#### Data in this exercise ####
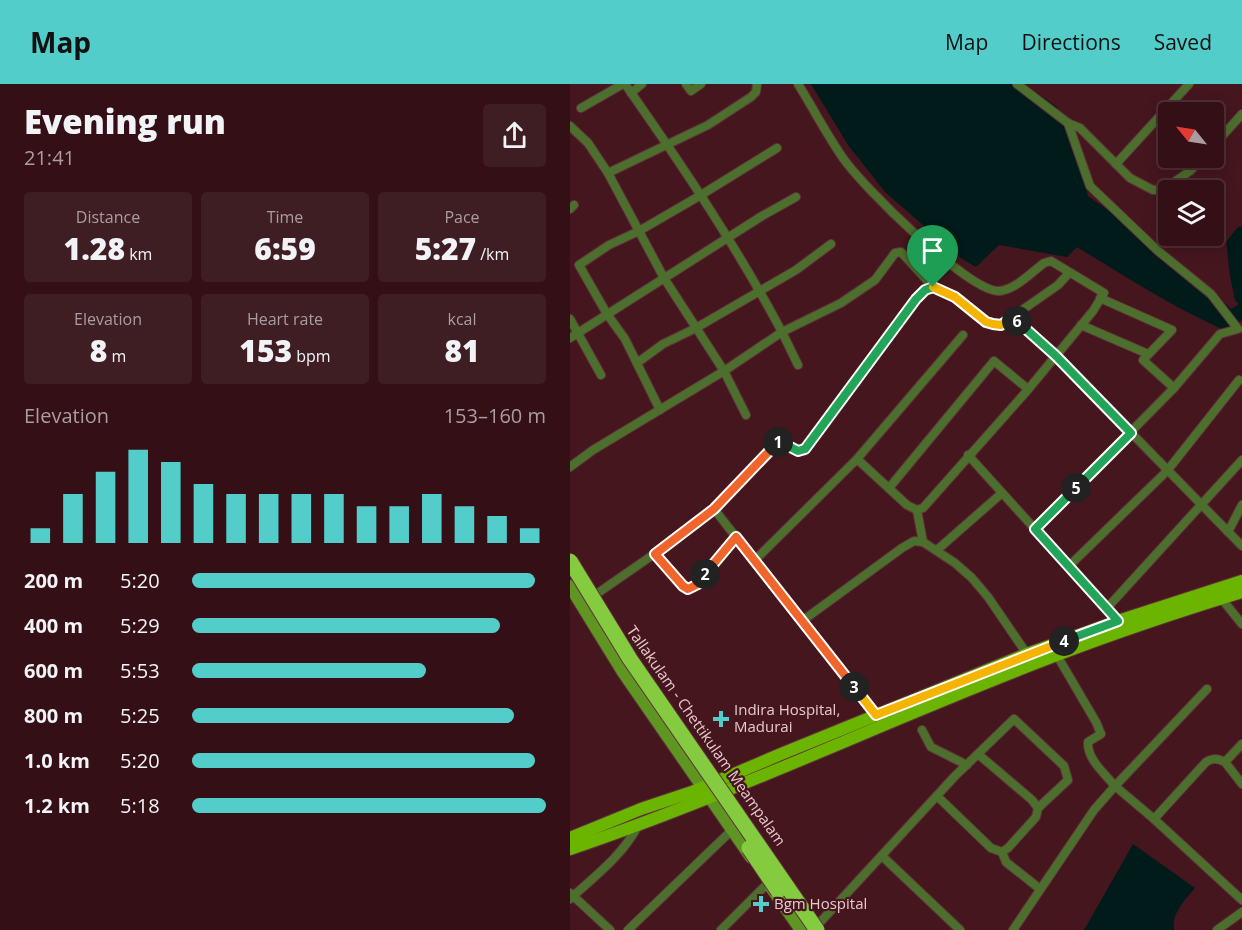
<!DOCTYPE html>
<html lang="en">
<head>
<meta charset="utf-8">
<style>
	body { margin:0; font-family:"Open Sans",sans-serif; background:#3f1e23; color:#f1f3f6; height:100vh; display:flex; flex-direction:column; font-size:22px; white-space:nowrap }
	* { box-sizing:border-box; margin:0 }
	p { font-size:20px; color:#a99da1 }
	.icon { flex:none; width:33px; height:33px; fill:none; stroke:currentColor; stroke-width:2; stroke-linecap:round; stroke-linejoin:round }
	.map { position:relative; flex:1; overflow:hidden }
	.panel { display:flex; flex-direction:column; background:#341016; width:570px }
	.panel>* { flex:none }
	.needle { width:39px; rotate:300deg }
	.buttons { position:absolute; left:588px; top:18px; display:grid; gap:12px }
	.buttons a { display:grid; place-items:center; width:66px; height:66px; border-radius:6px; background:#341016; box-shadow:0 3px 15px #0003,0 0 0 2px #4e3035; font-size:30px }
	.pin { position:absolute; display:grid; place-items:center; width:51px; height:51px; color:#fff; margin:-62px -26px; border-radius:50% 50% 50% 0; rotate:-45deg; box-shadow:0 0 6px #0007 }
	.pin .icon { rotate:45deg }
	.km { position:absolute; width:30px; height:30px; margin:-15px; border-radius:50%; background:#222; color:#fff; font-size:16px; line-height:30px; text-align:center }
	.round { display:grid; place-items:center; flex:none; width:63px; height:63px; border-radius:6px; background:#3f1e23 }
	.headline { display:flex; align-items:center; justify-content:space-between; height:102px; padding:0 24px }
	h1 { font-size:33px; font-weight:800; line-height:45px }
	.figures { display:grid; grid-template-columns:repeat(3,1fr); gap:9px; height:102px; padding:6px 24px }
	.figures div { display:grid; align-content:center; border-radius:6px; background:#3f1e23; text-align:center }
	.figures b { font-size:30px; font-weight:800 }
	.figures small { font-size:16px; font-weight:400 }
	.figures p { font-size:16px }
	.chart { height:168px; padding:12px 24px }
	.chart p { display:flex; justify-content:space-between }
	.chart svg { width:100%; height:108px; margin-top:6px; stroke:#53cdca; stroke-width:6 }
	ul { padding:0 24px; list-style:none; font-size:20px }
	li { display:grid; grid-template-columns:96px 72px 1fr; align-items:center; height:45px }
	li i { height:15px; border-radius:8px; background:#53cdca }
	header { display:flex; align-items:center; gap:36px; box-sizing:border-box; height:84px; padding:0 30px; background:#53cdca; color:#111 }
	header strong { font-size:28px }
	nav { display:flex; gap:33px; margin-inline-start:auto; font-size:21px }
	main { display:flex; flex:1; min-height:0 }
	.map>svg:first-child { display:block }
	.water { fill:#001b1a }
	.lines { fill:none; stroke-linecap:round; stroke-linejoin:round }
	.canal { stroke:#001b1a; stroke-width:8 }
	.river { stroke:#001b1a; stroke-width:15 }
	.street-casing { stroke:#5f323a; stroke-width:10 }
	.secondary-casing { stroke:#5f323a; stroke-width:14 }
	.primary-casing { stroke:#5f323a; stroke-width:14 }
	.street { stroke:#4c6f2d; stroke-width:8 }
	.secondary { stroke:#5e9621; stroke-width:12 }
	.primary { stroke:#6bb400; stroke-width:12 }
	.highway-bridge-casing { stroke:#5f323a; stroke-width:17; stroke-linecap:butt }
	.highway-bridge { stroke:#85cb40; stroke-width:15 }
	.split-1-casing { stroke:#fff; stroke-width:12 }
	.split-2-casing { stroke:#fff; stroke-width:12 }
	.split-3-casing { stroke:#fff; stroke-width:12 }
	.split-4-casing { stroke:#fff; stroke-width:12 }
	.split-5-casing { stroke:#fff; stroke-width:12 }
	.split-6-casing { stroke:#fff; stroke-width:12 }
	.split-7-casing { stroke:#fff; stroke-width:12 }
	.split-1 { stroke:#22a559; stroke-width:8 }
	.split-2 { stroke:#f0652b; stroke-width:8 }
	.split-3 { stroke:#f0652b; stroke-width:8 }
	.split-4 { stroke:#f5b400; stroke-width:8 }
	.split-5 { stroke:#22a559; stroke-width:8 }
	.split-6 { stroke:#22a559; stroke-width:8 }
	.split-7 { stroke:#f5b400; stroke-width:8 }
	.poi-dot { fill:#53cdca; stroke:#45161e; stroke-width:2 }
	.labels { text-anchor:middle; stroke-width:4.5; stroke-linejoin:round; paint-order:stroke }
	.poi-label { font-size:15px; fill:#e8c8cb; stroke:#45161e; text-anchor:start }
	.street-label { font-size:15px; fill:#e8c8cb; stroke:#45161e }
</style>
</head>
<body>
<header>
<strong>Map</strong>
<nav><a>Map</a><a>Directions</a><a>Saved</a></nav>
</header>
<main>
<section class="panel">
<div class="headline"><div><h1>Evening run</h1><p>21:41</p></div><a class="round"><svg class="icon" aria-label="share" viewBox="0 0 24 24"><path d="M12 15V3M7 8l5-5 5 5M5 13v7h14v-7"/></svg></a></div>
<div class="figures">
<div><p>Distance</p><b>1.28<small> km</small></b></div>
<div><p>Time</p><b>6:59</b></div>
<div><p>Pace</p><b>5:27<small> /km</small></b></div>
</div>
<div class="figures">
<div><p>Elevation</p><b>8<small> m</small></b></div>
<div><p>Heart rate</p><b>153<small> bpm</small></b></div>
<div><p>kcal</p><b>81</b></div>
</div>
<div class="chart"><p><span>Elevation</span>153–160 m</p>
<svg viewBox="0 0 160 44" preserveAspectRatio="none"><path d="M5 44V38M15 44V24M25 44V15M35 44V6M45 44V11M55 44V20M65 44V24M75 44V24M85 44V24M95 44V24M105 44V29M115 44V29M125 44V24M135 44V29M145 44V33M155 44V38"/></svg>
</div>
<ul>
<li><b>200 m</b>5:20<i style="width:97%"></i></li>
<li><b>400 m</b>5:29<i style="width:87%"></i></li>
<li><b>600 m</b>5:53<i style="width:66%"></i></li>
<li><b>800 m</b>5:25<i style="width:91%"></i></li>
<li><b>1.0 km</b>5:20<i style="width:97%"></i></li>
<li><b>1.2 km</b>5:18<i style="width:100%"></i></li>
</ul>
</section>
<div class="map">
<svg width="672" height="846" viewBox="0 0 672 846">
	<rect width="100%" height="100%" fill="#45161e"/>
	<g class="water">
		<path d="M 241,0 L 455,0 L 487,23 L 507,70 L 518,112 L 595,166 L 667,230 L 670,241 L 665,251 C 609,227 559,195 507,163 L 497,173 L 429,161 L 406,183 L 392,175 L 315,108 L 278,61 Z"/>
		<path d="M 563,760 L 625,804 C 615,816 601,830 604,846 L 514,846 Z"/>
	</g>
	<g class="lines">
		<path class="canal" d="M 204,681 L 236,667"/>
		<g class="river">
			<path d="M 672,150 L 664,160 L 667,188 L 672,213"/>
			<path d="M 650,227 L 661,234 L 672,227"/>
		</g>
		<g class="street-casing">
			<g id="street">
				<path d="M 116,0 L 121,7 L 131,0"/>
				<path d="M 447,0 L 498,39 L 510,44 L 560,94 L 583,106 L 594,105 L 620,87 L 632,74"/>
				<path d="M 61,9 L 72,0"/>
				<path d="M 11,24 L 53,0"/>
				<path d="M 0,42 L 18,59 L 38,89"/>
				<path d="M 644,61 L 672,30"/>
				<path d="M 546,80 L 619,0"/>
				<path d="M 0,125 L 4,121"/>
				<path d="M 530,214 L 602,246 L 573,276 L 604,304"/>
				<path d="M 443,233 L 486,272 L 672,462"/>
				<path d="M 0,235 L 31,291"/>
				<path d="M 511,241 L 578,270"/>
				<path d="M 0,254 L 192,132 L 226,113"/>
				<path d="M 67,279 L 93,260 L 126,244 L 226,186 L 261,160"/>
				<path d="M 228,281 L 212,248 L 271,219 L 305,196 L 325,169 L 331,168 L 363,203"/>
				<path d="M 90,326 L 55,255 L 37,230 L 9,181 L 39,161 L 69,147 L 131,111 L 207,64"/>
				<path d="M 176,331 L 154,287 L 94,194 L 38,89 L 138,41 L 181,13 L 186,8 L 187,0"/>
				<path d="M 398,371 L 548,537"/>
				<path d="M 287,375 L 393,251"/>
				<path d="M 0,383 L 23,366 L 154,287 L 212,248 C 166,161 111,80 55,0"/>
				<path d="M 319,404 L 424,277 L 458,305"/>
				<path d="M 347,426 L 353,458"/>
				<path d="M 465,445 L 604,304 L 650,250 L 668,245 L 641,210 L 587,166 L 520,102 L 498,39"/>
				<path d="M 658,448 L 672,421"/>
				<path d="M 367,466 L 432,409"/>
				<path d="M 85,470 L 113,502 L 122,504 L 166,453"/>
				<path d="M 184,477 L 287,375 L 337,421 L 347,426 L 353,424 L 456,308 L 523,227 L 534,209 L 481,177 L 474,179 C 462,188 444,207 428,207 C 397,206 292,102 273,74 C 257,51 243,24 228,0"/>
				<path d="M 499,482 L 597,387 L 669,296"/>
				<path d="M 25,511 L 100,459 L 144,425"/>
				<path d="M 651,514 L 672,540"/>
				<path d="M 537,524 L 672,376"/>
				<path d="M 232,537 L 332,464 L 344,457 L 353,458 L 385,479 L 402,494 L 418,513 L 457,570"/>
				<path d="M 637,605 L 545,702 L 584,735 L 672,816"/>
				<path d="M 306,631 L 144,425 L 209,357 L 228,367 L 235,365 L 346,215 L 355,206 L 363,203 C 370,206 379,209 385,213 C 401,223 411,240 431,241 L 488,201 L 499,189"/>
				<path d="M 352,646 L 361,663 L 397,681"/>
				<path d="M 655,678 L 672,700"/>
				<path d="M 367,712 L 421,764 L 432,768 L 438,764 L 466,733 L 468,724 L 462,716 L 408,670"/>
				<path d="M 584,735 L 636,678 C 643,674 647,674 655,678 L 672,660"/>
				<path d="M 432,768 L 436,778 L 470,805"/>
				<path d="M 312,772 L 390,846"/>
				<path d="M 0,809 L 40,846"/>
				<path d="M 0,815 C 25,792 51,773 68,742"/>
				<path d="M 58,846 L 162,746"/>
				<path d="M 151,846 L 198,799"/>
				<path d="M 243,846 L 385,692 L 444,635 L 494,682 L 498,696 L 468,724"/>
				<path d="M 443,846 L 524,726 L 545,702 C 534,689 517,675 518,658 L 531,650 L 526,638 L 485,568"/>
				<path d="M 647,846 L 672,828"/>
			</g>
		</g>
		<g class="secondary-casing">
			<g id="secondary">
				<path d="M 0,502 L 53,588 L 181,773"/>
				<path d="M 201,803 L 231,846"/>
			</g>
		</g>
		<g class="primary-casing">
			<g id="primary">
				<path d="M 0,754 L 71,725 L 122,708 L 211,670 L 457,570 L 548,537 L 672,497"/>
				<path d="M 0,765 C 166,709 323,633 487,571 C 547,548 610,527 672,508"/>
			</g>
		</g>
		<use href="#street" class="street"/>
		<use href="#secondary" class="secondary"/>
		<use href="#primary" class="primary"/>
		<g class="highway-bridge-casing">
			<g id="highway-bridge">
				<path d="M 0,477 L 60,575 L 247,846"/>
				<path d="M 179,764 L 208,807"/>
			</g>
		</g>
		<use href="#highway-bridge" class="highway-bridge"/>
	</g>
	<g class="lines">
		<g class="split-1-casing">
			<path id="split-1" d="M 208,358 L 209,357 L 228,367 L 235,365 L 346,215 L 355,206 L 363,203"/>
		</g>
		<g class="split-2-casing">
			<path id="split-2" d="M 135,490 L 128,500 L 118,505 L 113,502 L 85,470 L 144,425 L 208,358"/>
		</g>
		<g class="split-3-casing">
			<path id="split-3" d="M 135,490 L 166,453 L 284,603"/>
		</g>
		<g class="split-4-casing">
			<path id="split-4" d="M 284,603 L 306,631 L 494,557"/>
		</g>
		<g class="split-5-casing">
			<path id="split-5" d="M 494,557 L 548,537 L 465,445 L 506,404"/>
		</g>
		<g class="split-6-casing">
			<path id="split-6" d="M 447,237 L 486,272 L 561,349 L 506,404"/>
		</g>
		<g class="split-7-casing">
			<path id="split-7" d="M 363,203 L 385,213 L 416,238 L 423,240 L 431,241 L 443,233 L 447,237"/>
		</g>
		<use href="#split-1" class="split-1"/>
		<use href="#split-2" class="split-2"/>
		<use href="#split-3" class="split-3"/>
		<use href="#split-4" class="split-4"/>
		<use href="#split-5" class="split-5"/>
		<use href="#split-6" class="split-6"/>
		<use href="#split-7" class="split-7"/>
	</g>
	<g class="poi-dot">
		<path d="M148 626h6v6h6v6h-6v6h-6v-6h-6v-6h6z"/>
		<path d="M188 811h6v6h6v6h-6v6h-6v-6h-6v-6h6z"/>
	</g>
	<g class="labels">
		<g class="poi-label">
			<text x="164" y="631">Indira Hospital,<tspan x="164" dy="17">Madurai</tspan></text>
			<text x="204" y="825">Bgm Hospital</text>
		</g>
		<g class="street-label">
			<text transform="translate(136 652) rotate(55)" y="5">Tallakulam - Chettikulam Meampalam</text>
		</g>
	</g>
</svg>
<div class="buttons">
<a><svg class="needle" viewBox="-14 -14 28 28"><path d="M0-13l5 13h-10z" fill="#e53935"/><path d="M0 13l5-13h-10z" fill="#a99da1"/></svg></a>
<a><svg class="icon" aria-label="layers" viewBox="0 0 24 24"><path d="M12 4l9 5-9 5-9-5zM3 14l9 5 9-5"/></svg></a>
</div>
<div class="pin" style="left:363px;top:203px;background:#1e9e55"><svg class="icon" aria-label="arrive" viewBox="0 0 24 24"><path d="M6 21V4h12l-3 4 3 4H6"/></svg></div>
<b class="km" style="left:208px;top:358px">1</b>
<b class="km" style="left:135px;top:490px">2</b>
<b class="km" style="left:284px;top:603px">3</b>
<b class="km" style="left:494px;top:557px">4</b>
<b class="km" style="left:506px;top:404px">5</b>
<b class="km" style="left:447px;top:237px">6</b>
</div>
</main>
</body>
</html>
####
= Aim of the task =
Copy out every line of the entries where the string "Elevation" shows up.

= Solution =
<div><p>Elevation</p><b>8<small> m</small></b></div>
<div class="chart"><p><span>Elevation</span>153–160 m</p>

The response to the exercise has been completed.